This will generate 4 jobs from the `dx_batch.0000` file to process the individual files. Each `tsv` file will generate up to 1000 jobs. 

### Drawbacks to `dx generate_batch_inputs`/`dx run --batch-tsv`

The largest drawback to using `dx generate_batch_inputs` is that each column must correspond to an individual input name - you can't submit an array of files to a job this way. 

### For More Information

The Batch Jobs documentation page has some good code examples for `dx generate_batch_inputs` here: <https://documentation.dnanexus.com/user/running-apps-and-workflows/running-batch-jobs/>

## Programatically Submitting Arrays of Files for a job

You can also use Python to build `dx run` statements, which is especially helpful when you want to submit arrays of 100+ files to a worker. 

See <https://dnanexus.gitbook.io/uk-biobank-rap/science-corner/guide-to-analyzing-large-sample-sets> for more info. 

## What you learned in this chapter

This was a big chapter, and built on everything you've learned in the previous chapters. 

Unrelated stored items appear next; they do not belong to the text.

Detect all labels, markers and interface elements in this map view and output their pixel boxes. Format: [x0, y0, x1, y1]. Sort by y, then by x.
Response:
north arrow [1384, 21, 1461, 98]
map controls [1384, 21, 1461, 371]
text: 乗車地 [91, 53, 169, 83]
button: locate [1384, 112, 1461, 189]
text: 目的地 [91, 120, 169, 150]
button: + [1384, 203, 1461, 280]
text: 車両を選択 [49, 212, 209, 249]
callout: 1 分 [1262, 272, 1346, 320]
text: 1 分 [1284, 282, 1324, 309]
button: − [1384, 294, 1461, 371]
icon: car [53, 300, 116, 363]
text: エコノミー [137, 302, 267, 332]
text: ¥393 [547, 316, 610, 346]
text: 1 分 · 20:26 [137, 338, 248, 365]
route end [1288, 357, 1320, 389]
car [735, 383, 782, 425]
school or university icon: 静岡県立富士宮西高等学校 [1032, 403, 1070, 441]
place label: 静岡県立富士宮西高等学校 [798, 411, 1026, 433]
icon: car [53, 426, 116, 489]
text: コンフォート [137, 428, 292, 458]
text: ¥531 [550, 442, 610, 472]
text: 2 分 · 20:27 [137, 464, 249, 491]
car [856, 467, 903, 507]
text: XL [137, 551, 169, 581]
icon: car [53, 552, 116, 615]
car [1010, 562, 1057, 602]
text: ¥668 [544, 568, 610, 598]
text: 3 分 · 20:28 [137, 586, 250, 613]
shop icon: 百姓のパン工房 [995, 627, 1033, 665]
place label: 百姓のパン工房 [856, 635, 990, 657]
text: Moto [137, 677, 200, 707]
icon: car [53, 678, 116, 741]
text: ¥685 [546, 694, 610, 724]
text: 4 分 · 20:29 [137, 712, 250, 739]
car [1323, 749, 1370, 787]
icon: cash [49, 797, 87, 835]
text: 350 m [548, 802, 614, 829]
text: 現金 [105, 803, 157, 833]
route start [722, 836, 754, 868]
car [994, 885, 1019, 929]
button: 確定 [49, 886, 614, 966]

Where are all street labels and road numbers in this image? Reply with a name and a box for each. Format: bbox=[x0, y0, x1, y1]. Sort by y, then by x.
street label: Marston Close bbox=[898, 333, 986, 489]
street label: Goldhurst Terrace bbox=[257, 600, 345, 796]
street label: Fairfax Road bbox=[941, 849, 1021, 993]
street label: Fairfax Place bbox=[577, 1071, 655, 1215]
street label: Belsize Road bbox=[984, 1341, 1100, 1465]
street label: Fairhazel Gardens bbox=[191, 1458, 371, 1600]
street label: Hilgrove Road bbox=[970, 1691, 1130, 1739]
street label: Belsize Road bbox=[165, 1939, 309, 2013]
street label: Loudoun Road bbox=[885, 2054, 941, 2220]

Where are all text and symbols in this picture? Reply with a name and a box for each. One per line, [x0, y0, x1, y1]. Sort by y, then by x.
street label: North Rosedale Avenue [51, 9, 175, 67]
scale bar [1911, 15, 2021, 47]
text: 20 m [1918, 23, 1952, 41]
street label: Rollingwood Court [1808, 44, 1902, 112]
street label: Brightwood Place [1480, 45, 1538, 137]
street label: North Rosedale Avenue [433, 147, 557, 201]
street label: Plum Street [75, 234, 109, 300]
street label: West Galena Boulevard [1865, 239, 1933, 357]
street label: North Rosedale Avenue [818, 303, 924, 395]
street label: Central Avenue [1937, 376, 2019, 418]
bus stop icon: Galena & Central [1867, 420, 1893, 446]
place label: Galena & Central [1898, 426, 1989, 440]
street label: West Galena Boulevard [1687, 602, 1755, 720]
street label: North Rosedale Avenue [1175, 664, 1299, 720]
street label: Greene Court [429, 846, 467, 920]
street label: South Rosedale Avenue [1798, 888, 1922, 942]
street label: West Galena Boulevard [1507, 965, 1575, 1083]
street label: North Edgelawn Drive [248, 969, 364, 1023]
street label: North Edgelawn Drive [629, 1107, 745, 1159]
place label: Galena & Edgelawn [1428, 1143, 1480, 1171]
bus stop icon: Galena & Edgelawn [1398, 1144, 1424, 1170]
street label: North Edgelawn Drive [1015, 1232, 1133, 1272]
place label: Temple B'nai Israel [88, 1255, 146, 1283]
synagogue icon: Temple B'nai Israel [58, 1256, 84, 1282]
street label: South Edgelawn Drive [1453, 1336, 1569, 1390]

We put together the output of `dx find data --brief` (@sec-dx-find) with a pipe (`|`), and used `xargs` (@sec-xargs2) to spawn jobs per set of files. 

Another way to process files is to upload them onto a worker and process them (@sec-mult-worker). 

We also learned of alternative approaches using `dx generate_batch_inputs`/`dx run --batch-tsv` and using Python to build the `dx run` statements.